Trois axes structurants

La seule analyse par arrondissement est toutefois trompeuse. Dans plusieurs cas, il suffirait de déplacer les limites d’un arrondissement d’une rue plus à l’ouest ou au sud pour avoir un portrait tout à fait différent. C’est que les ateliers sont souvent concentrés aux frontières des arrondissements ou dispersés un peu partout sur le territoire de l’arrondissement. Plutôt que de parler « d’Arrondissements artistiques », peut-être devrions-nous parler d’axes ou même de corridors ?

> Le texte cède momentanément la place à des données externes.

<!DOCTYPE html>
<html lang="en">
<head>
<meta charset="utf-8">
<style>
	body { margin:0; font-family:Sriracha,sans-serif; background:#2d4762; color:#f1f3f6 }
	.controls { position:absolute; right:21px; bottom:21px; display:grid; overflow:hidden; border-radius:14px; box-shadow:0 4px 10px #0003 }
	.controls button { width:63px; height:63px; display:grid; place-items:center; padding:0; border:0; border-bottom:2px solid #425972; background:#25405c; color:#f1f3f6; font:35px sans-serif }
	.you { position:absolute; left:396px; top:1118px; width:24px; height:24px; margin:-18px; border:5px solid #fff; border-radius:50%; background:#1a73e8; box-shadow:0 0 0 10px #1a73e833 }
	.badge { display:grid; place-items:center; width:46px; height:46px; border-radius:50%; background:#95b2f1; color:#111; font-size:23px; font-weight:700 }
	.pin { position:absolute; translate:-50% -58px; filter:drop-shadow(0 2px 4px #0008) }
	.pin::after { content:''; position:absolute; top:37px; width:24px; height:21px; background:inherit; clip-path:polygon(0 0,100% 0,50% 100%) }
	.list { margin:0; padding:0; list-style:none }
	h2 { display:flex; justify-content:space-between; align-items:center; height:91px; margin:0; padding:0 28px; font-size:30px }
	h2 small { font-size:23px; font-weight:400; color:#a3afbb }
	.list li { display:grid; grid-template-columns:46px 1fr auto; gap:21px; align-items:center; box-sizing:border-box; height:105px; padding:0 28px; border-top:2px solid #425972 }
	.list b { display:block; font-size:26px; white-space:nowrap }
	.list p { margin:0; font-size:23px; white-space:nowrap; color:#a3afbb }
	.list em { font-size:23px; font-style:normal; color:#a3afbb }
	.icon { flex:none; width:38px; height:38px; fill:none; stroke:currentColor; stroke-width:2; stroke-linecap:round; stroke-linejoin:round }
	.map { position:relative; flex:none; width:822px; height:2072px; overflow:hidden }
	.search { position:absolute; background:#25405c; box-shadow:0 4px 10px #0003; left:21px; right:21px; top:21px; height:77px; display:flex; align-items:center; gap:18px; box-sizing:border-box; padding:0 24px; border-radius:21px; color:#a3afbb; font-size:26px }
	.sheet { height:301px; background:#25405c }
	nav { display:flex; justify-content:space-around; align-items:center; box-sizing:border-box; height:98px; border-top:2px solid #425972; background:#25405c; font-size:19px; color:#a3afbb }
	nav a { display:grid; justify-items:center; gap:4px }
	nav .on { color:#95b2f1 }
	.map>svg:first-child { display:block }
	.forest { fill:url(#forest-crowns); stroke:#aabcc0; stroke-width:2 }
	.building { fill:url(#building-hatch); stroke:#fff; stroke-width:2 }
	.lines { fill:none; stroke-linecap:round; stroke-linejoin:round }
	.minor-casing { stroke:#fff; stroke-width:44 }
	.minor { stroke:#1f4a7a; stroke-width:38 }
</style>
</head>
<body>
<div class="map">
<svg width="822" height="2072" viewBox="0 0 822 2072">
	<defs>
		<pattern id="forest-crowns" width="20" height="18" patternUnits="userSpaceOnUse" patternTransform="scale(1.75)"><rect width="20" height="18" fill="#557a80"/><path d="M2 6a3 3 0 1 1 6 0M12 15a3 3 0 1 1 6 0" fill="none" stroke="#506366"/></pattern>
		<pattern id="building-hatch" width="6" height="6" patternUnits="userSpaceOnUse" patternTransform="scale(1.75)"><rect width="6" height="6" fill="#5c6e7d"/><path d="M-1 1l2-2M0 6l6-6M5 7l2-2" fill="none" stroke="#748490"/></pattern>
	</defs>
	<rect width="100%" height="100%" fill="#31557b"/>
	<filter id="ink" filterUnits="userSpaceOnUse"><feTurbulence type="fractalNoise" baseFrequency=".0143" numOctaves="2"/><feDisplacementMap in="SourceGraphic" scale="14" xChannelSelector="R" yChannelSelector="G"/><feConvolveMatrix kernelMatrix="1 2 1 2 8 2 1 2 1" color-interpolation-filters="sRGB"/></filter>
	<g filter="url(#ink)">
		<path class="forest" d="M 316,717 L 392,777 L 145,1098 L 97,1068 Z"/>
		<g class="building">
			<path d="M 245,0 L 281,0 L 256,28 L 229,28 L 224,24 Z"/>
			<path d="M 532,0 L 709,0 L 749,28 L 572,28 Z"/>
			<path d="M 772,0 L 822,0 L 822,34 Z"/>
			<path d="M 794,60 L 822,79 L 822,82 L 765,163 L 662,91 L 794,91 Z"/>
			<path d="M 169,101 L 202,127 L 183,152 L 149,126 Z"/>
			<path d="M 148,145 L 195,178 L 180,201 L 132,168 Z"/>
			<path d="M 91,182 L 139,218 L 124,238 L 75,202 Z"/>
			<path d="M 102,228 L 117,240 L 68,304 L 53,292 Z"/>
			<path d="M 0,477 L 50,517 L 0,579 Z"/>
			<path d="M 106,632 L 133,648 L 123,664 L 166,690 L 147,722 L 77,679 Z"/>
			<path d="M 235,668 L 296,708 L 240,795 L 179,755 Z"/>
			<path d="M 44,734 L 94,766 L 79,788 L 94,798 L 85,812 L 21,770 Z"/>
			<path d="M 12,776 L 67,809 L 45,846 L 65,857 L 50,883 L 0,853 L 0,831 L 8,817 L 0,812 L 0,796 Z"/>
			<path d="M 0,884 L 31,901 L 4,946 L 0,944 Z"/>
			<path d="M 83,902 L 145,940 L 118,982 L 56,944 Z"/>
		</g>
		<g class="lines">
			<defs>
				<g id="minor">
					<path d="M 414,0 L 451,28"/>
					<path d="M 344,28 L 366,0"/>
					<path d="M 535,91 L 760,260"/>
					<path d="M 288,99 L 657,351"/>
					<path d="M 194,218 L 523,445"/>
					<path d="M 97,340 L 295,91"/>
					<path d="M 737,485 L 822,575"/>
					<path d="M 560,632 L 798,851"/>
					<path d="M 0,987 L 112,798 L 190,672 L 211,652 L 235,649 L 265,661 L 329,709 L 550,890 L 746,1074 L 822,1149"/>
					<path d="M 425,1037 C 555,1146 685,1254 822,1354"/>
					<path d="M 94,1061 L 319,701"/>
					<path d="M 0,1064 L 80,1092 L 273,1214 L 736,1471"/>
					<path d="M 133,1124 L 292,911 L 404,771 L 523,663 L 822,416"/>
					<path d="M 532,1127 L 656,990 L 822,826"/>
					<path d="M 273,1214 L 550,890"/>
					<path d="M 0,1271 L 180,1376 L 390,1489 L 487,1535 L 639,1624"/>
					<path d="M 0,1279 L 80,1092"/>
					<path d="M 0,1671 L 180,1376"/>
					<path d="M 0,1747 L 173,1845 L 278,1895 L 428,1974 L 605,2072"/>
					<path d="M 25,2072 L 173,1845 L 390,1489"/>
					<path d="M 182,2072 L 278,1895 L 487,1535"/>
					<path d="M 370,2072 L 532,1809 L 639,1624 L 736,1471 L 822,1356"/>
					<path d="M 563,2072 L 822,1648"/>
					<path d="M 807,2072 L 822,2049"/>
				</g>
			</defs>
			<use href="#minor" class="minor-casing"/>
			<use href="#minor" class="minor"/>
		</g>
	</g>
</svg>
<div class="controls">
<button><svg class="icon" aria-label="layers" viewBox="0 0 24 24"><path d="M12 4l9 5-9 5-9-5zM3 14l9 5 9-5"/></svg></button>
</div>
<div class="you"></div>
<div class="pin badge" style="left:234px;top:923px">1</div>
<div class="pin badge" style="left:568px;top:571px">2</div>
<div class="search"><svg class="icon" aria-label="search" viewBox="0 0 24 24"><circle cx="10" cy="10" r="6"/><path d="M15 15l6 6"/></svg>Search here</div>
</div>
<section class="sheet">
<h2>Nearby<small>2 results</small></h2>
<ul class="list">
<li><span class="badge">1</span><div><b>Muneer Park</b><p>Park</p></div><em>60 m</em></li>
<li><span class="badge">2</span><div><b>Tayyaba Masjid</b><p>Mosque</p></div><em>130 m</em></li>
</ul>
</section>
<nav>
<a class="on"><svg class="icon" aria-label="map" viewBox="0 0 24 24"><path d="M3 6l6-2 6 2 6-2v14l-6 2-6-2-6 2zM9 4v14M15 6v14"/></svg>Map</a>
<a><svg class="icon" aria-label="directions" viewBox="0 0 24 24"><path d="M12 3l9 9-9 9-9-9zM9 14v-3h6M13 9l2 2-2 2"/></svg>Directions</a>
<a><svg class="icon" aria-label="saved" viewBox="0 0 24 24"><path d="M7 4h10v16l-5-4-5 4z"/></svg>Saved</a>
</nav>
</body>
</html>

Une analyse spatiale plus fine de la période 1996-2002 révèle ainsi l’existence de trois axes autour desquels tendent à se regrouper la quasi-totalité des ateliers (94 % des demandes aussi bien en 1996 qu’en 2002) : l’axe du boulevard Saint-Laurent, celui du Canal Lachine (prolongé vers l’est par la rue Notre-Dame) et celui de la Voie ferroviaire du CP (carte 2)[18].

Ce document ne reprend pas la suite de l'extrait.